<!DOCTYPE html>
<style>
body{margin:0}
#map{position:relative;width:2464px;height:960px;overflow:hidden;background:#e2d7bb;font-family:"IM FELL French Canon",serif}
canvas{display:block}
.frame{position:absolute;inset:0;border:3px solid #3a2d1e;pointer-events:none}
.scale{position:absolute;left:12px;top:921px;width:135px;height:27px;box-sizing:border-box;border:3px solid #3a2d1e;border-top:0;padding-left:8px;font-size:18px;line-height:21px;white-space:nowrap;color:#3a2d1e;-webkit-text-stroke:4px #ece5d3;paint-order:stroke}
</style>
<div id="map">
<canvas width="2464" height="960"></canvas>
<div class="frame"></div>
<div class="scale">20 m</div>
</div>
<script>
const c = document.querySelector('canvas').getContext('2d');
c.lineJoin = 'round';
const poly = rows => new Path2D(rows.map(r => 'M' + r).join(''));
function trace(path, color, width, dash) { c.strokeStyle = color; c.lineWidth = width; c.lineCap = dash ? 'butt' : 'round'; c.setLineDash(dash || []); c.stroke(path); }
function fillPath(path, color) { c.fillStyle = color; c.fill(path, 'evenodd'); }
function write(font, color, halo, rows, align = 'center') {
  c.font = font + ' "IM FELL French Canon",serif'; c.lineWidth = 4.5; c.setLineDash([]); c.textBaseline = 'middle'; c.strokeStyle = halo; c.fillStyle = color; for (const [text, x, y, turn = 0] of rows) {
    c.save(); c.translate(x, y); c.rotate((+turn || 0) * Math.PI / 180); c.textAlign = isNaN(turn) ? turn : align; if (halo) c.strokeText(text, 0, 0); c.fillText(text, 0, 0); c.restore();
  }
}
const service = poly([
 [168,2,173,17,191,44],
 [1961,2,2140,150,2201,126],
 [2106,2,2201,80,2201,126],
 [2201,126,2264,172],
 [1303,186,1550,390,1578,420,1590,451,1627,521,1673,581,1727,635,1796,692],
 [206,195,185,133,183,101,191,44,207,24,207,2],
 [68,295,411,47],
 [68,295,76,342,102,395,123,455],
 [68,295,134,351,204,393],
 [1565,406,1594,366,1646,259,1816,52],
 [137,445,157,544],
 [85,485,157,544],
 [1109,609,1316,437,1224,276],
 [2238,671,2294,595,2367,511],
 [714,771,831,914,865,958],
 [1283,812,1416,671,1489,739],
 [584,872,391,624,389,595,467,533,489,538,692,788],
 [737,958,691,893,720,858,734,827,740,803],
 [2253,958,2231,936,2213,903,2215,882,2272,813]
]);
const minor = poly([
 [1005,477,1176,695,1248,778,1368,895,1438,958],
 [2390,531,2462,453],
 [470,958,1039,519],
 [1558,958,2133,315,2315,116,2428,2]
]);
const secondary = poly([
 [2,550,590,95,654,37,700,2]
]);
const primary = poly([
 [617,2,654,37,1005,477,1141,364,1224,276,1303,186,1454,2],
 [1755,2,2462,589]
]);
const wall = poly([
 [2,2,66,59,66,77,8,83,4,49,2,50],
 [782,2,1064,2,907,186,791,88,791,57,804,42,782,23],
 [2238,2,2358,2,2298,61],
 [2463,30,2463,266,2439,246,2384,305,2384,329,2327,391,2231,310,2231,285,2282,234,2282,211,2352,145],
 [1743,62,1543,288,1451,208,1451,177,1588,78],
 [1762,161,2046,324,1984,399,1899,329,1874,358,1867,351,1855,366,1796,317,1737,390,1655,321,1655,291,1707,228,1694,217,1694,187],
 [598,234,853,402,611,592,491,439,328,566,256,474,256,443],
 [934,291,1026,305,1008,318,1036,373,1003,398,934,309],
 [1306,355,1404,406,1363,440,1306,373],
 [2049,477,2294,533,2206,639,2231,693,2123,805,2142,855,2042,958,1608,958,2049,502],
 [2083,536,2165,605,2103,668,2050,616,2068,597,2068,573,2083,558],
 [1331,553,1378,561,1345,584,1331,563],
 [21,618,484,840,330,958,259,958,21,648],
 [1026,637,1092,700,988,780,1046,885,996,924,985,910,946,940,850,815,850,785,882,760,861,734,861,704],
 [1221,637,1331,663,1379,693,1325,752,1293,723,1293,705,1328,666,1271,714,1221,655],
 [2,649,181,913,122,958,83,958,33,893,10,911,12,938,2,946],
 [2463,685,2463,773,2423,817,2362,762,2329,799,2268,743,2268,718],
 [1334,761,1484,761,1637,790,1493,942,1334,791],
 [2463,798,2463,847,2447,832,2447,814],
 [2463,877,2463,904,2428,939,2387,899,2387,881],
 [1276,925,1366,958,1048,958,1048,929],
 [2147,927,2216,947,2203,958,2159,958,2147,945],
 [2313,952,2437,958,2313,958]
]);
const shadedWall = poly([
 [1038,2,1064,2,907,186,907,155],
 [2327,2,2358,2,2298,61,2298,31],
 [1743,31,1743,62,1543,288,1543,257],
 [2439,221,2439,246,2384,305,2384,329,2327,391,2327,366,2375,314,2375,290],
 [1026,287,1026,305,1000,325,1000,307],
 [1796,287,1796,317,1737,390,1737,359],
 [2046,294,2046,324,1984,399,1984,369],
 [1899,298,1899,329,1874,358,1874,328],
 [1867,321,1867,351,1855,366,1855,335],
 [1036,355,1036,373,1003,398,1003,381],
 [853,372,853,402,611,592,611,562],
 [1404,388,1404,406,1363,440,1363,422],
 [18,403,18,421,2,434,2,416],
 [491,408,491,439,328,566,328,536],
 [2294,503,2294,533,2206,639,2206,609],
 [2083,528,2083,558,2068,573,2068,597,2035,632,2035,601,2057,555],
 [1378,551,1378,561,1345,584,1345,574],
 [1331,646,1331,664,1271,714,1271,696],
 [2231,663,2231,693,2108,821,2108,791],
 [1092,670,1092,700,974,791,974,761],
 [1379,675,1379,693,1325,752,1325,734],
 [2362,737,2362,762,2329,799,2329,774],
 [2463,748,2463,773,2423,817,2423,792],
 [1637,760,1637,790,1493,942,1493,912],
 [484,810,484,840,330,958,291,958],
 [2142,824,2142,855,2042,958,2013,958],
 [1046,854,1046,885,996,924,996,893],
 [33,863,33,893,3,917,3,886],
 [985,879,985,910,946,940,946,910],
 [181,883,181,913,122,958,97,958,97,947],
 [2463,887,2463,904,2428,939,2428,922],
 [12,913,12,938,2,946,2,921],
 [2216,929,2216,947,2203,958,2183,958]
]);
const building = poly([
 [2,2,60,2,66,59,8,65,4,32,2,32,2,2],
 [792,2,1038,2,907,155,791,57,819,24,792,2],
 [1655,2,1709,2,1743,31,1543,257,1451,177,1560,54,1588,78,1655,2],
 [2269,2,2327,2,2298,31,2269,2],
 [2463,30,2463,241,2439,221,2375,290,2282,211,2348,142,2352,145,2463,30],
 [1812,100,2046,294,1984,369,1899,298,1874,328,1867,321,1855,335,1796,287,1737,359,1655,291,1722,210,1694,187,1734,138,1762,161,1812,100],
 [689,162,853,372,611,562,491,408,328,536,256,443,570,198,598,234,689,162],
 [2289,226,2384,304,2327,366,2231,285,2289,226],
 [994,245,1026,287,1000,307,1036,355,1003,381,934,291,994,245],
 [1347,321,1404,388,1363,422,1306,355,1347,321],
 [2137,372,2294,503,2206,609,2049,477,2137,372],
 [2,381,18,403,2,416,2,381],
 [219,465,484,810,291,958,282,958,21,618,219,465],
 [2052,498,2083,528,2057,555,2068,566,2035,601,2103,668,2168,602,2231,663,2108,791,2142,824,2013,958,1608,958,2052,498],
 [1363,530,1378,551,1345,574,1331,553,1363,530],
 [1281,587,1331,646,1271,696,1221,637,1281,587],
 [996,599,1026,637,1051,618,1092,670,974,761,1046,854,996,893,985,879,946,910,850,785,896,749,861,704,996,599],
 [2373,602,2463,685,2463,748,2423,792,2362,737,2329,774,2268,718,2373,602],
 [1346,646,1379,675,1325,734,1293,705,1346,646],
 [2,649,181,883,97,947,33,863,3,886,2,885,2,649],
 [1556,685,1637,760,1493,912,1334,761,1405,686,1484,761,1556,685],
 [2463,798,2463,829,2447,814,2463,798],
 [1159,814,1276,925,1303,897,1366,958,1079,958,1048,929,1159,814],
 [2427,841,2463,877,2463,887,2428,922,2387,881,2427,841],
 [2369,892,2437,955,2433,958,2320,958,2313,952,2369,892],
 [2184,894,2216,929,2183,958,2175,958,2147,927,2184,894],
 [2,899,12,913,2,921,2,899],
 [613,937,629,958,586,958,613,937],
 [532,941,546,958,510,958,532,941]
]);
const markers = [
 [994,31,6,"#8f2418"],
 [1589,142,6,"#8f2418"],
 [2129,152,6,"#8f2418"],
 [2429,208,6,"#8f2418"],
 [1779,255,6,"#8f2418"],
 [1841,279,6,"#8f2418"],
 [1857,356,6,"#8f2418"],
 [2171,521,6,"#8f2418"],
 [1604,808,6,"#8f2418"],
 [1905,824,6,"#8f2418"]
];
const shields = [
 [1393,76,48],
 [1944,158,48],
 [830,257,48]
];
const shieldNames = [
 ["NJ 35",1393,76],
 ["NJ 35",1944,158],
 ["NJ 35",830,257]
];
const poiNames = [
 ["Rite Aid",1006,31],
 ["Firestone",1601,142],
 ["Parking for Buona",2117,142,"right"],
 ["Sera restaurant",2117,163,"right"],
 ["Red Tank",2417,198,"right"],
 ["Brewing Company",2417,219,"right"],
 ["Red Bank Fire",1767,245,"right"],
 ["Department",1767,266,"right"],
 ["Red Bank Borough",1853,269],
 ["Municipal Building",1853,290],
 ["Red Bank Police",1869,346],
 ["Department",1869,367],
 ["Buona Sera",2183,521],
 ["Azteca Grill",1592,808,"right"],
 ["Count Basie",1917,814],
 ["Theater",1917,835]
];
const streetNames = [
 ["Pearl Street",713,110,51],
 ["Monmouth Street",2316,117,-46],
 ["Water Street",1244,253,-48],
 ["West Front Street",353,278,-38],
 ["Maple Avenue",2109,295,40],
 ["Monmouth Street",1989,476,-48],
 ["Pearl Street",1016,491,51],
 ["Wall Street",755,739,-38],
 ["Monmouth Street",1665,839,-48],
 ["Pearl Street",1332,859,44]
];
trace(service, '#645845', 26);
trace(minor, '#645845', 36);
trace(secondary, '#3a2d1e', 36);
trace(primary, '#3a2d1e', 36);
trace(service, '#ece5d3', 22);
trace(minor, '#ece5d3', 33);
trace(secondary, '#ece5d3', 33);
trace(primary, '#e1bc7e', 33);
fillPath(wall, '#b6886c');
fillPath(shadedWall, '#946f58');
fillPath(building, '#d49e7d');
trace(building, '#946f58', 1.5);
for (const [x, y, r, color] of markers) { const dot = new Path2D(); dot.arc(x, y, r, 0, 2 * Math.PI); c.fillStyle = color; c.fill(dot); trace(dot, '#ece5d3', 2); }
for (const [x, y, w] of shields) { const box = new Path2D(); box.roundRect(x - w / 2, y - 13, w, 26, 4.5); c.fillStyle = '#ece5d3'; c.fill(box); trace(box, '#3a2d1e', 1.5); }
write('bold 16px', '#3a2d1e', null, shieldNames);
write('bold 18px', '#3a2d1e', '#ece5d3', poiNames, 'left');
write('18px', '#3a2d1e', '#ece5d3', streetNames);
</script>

--

__Your assignment__
Copy each line of the records that contains the word "align".

__The completed task__
function write(font, color, halo, rows, align = 'center') {
    c.save(); c.translate(x, y); c.rotate((+turn || 0) * Math.PI / 180); c.textAlign = isNaN(turn) ? turn : align; if (halo) c.strokeText(text, 0, 0); c.fillText(text, 0, 0); c.restore();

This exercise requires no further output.